Reviewed by Mike Ledgerwood, State University of New York at Stony Brook

This edited volume contains three sections, Media, Design, and CALL Applications, as well as an introduction and an epilogue. Editor Keith Cameron, one of the best known experts in computer-assisted language learning in the United Kingdom, introduces the volume with a brief history of CALL that provides a context for the rest of the volume, which in turn is intended to "provide a focus for future research, be a stimulus to graduates embarking on Master's or Doctoral programs, encourage reflection amongst established CALLers, increase awareness of what has been done and what still has to be done in the CALL domain, and establish a reference work which is unavoidably incomplete but will constitute a source of essential information for all those involved in CALL" (p. 2). In this introduction, Cameron emphasizes that CALL: Media, Design, & Applications deals with language learning rather than language teaching.

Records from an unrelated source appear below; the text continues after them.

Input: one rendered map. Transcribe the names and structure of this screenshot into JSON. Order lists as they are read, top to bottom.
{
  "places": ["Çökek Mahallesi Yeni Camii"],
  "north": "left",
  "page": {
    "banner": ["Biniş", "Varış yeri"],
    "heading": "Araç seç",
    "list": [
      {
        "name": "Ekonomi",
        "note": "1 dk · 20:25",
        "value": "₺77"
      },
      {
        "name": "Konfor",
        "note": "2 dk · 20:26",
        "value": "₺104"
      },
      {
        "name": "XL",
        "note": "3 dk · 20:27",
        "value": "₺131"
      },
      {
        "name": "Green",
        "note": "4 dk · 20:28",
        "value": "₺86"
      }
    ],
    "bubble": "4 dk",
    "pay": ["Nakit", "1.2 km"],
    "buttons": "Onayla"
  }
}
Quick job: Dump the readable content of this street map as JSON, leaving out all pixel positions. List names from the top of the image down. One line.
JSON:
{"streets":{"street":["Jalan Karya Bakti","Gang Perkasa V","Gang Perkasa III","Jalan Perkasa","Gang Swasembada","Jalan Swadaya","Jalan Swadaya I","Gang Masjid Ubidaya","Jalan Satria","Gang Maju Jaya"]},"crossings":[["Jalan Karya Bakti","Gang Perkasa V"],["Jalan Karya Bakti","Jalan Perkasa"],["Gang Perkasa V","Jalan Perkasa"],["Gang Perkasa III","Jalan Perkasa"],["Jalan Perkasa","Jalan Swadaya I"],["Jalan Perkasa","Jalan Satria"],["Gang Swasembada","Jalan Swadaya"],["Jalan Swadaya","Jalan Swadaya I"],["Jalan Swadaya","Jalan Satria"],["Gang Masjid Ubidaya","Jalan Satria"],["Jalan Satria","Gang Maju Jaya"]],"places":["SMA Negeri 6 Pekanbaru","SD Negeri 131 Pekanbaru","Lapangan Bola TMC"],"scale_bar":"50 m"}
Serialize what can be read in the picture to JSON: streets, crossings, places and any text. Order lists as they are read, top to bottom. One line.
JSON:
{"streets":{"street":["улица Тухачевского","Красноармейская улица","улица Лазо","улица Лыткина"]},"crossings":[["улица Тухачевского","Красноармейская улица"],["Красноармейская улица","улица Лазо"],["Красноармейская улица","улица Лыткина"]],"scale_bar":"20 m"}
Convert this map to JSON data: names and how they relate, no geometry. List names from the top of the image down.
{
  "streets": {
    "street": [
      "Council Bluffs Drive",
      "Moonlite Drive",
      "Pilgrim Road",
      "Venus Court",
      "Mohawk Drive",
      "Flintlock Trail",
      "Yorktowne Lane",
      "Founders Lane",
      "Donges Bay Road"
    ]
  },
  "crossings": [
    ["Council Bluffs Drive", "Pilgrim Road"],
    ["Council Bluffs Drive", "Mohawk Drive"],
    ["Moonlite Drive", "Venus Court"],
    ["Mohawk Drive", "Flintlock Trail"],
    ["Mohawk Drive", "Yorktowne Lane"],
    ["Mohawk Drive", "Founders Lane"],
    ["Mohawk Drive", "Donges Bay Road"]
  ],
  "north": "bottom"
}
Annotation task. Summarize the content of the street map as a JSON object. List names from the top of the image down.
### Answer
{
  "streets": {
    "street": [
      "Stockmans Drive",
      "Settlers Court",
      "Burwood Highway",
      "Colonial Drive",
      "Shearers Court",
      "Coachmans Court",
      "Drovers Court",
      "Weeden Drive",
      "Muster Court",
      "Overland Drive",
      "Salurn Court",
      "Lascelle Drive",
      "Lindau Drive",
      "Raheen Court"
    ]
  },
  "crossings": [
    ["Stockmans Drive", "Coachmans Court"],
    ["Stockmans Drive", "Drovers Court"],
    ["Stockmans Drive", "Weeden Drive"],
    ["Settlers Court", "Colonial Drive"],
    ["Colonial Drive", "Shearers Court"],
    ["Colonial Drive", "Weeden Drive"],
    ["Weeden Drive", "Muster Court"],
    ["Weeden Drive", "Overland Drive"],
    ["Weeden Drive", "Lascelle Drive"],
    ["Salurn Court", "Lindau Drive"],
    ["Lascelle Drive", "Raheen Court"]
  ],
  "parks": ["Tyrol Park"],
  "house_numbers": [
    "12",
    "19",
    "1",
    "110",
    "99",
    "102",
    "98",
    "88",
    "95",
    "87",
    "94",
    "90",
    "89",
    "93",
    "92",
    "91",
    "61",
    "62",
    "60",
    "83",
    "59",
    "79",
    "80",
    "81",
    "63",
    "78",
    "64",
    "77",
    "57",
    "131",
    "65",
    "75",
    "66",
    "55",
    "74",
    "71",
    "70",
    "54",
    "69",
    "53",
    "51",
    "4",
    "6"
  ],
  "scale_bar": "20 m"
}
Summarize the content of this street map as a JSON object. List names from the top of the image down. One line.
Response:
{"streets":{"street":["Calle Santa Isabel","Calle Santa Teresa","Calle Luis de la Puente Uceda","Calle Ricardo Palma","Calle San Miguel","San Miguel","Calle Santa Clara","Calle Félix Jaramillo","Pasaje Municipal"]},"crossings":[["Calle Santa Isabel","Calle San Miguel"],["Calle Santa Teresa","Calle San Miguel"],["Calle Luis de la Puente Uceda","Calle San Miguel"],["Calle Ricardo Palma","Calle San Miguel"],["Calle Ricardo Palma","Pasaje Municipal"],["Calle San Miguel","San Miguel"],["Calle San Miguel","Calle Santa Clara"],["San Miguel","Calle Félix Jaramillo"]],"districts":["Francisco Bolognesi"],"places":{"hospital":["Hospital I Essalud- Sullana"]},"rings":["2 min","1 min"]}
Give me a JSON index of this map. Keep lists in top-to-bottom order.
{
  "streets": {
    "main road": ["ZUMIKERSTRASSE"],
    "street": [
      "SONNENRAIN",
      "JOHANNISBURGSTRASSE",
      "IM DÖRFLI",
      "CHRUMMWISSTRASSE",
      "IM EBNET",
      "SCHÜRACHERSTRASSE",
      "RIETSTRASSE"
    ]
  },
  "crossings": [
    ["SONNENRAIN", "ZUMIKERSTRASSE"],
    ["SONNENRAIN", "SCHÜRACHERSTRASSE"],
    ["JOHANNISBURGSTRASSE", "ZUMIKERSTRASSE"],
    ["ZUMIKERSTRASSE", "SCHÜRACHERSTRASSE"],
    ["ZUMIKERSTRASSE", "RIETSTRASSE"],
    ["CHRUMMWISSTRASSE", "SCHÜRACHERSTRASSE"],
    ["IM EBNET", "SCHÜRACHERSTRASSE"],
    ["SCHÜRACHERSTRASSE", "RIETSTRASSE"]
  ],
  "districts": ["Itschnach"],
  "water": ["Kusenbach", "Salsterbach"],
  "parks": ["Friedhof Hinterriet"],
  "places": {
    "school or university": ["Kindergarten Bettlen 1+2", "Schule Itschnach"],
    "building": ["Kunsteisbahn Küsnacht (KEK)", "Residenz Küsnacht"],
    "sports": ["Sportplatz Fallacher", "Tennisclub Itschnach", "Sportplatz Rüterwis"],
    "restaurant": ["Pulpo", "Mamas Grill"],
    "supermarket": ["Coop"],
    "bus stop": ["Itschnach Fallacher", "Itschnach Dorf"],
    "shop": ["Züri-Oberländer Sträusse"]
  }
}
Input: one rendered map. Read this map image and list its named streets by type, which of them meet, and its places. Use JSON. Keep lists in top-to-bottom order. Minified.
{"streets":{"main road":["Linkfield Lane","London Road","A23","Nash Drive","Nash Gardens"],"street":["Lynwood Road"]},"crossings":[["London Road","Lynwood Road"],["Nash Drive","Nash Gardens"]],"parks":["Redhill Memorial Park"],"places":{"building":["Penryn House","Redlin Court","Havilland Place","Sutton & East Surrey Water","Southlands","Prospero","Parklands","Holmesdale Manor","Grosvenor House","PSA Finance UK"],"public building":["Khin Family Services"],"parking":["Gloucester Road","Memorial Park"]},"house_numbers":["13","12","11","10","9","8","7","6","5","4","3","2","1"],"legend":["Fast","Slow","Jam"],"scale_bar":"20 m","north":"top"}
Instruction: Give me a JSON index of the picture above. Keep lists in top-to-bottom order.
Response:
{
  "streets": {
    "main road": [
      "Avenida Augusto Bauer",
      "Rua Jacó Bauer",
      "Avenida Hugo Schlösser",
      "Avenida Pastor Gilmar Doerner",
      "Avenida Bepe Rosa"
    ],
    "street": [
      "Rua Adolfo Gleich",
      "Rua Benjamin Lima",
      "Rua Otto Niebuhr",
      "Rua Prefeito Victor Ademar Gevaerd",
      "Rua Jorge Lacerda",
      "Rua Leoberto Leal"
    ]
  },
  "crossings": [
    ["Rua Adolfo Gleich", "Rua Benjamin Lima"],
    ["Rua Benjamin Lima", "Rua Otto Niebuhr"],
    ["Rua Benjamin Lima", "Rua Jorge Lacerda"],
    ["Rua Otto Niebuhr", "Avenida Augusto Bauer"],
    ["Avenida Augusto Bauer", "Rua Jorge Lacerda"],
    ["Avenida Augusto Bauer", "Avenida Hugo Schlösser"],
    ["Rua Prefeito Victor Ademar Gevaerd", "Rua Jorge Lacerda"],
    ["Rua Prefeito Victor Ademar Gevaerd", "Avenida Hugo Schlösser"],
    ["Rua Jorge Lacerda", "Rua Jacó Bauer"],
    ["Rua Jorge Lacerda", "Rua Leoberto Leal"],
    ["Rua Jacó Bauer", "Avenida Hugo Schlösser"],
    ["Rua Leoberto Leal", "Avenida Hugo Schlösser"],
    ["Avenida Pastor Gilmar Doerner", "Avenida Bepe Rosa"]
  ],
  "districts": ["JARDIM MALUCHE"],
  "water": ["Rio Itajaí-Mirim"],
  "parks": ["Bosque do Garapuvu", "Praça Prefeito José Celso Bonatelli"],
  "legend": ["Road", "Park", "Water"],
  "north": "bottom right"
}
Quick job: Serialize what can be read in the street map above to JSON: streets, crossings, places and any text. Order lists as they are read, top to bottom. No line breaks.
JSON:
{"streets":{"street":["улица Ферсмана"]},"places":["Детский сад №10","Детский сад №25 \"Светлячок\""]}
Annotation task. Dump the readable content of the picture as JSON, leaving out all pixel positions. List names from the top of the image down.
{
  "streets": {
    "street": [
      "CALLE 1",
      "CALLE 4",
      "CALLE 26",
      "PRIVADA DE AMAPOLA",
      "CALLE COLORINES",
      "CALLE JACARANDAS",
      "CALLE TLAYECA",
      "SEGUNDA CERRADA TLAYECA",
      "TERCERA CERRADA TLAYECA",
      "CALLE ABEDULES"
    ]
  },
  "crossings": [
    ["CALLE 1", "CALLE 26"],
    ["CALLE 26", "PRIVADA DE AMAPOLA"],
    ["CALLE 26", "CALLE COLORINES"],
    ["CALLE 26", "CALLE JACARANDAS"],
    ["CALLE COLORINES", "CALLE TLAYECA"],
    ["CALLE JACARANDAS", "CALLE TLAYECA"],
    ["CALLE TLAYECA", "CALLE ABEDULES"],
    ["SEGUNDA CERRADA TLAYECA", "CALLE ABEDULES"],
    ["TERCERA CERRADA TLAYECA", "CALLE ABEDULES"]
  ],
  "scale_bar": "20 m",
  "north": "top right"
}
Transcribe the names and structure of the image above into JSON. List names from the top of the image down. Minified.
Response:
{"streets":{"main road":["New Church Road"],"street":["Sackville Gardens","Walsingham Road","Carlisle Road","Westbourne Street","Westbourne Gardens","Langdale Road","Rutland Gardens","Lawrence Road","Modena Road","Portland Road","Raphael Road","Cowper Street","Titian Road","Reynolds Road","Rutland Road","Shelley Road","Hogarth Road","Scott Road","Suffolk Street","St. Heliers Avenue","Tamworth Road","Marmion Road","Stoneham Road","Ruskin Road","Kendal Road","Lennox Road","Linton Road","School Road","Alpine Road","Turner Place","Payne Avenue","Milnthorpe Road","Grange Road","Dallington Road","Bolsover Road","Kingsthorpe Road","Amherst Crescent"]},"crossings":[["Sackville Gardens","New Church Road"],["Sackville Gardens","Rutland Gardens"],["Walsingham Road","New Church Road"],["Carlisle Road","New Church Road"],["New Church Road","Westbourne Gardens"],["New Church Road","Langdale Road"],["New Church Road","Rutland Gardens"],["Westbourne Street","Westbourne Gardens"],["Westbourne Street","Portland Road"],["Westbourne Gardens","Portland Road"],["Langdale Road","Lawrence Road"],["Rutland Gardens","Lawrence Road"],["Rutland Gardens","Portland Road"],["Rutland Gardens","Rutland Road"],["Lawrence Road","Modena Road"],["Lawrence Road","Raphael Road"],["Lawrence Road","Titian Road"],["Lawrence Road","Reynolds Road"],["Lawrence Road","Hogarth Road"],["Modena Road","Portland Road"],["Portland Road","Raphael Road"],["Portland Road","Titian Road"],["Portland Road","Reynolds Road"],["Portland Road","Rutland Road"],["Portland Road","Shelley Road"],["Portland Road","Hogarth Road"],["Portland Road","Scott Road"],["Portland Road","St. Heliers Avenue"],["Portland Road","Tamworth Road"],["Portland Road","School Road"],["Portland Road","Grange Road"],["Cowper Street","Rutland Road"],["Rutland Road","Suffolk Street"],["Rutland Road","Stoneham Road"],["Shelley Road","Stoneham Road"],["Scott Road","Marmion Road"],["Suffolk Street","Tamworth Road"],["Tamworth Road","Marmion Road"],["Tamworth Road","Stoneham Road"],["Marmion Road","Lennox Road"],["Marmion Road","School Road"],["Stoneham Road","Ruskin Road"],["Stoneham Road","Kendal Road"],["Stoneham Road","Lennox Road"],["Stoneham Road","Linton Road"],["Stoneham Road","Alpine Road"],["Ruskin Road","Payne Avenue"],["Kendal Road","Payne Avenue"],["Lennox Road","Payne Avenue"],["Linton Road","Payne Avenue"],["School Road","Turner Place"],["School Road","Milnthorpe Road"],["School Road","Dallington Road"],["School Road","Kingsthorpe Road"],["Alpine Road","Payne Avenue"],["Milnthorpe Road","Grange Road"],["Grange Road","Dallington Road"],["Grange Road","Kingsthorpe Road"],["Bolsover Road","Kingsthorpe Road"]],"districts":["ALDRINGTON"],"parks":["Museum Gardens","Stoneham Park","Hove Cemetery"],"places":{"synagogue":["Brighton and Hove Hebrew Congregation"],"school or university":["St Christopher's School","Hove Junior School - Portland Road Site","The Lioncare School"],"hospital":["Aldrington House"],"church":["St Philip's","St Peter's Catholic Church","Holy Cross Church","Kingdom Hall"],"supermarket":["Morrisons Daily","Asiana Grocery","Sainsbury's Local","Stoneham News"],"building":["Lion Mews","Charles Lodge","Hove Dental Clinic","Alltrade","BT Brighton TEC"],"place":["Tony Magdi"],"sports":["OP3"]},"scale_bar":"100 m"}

Like two other recent collections reviewed in LLT, New Ways of Learning and Teaching: Focus on Technology and Foreign Language Education (Bradley & Lomicka, 2000), and Technology-Enhanced Language Learning (O'Leary, 1998), this volume includes articles by a variety of well-known CALL practitioners and researchers. In contrast with those volumes, however, CALL: Media, Design, & Applications is extremely international; the authors included hail from three continents, with Europe and Canada best represented. Like the other two volumes, this collection is also very diverse in terms of the authors' background, interests, level of discourse, and experience in CALL. This diversity of educational situations and cultures, while it makes for some unevenness, is a breath of fresh air and allows for perspectives not possible in the other volumes.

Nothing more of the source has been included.